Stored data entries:

____

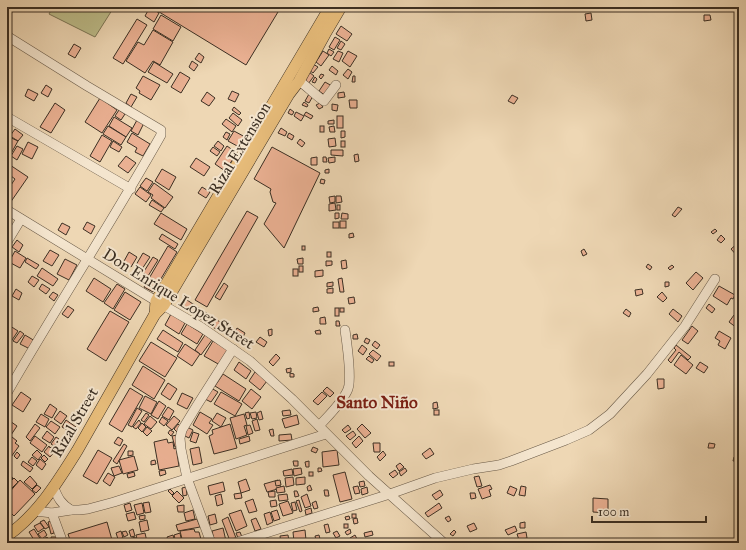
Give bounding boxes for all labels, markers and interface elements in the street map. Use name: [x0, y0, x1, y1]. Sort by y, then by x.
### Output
street label: Rizal Extension: [204, 98, 275, 198]
street label: Don Enrique Lopez Street: [99, 244, 258, 354]
street label: Rizal Street: [47, 384, 102, 460]
district label: Santo Niño: [336, 392, 418, 413]
scale bar: [592, 498, 706, 524]
text: 100 m: [598, 505, 629, 519]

____

▸ **Problem to solve**
Restate the records above in full, word for word. Keep pictures out.

▸ **Output for this exercise**
Give bounding boxes for all labels, markers and interface elements in the street map. Use name: [x0, y0, x1, y1]. Sort by y, then by x.
### Output
street label: Rizal Extension: [204, 98, 275, 198]
street label: Don Enrique Lopez Street: [99, 244, 258, 354]
street label: Rizal Street: [47, 384, 102, 460]
district label: Santo Niño: [336, 392, 418, 413]
scale bar: [592, 498, 706, 524]
text: 100 m: [598, 505, 629, 519]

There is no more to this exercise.